Records shown START
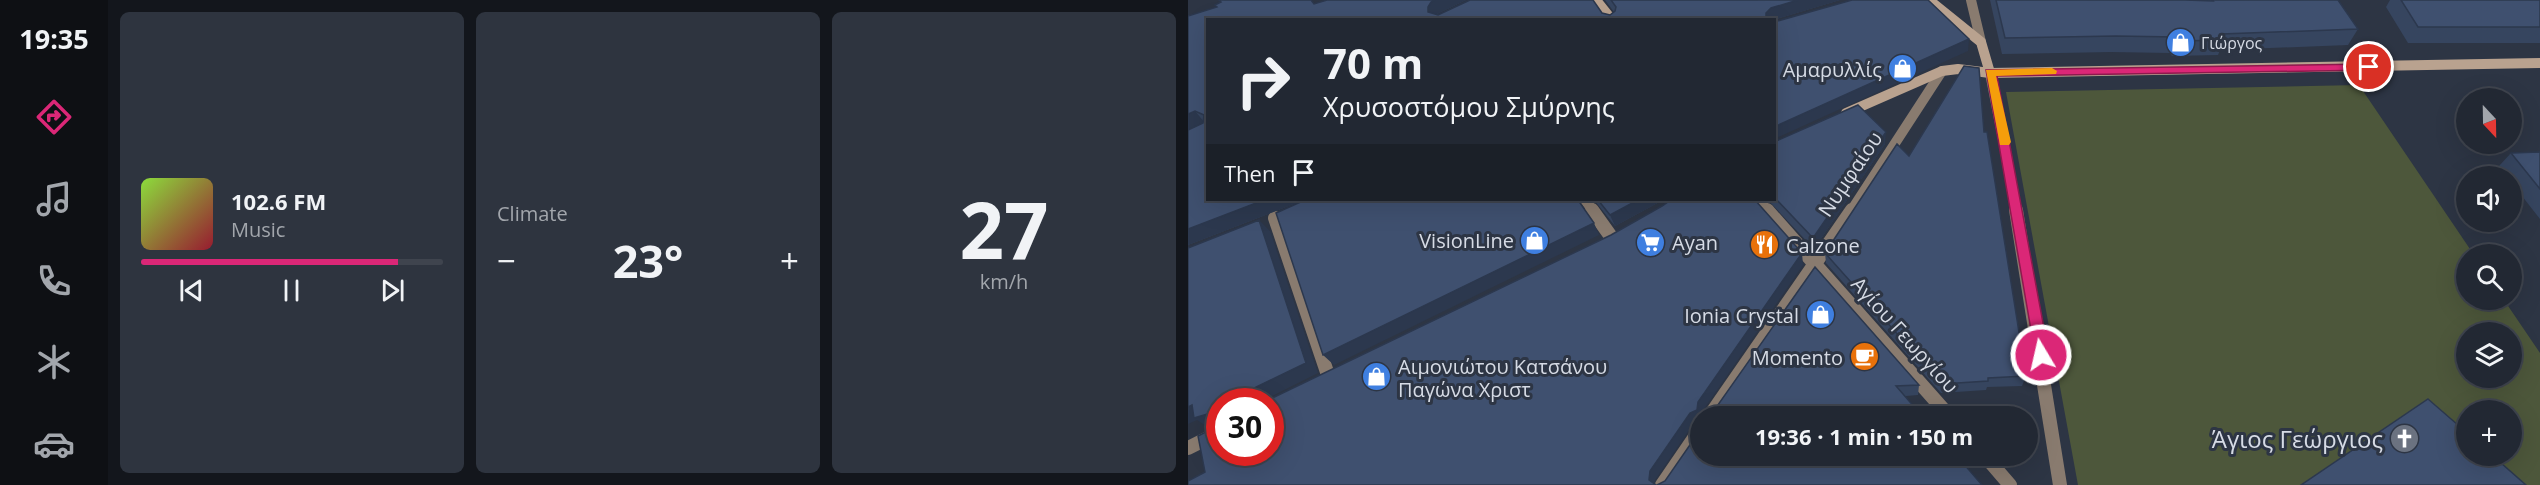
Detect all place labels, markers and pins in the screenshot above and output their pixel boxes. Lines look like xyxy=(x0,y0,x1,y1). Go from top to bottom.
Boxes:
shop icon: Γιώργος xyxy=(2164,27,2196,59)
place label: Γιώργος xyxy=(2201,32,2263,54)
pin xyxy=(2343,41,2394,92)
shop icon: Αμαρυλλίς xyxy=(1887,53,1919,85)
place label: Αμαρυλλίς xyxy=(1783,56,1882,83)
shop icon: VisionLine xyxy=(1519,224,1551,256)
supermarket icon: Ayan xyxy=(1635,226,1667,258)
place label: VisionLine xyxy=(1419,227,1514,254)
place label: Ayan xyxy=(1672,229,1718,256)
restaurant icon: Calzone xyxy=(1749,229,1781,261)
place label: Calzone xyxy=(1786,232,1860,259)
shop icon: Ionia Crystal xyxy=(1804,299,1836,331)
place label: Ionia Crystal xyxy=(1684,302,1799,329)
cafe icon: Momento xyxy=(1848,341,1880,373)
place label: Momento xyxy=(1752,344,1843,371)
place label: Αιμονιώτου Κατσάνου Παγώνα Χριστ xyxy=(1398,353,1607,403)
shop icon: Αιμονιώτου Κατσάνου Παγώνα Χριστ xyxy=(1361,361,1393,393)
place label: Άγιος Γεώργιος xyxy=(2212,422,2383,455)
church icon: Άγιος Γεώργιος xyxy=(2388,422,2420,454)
Records shown END
→ Task brief:
Copy out the entries verbatim, but skip every picture.

→ Solution below:
Detect all place labels, markers and pins in the screenshot above and output their pixel boxes. Lines look like xyxy=(x0,y0,x1,y1). Go from top to bottom.
Boxes:
shop icon: Γιώργος xyxy=(2164,27,2196,59)
place label: Γιώργος xyxy=(2201,32,2263,54)
pin xyxy=(2343,41,2394,92)
shop icon: Αμαρυλλίς xyxy=(1887,53,1919,85)
place label: Αμαρυλλίς xyxy=(1783,56,1882,83)
shop icon: VisionLine xyxy=(1519,224,1551,256)
supermarket icon: Ayan xyxy=(1635,226,1667,258)
place label: VisionLine xyxy=(1419,227,1514,254)
place label: Ayan xyxy=(1672,229,1718,256)
restaurant icon: Calzone xyxy=(1749,229,1781,261)
place label: Calzone xyxy=(1786,232,1860,259)
shop icon: Ionia Crystal xyxy=(1804,299,1836,331)
place label: Ionia Crystal xyxy=(1684,302,1799,329)
cafe icon: Momento xyxy=(1848,341,1880,373)
place label: Momento xyxy=(1752,344,1843,371)
place label: Αιμονιώτου Κατσάνου Παγώνα Χριστ xyxy=(1398,353,1607,403)
shop icon: Αιμονιώτου Κατσάνου Παγώνα Χριστ xyxy=(1361,361,1393,393)
place label: Άγιος Γεώργιος xyxy=(2212,422,2383,455)
church icon: Άγιος Γεώργιος xyxy=(2388,422,2420,454)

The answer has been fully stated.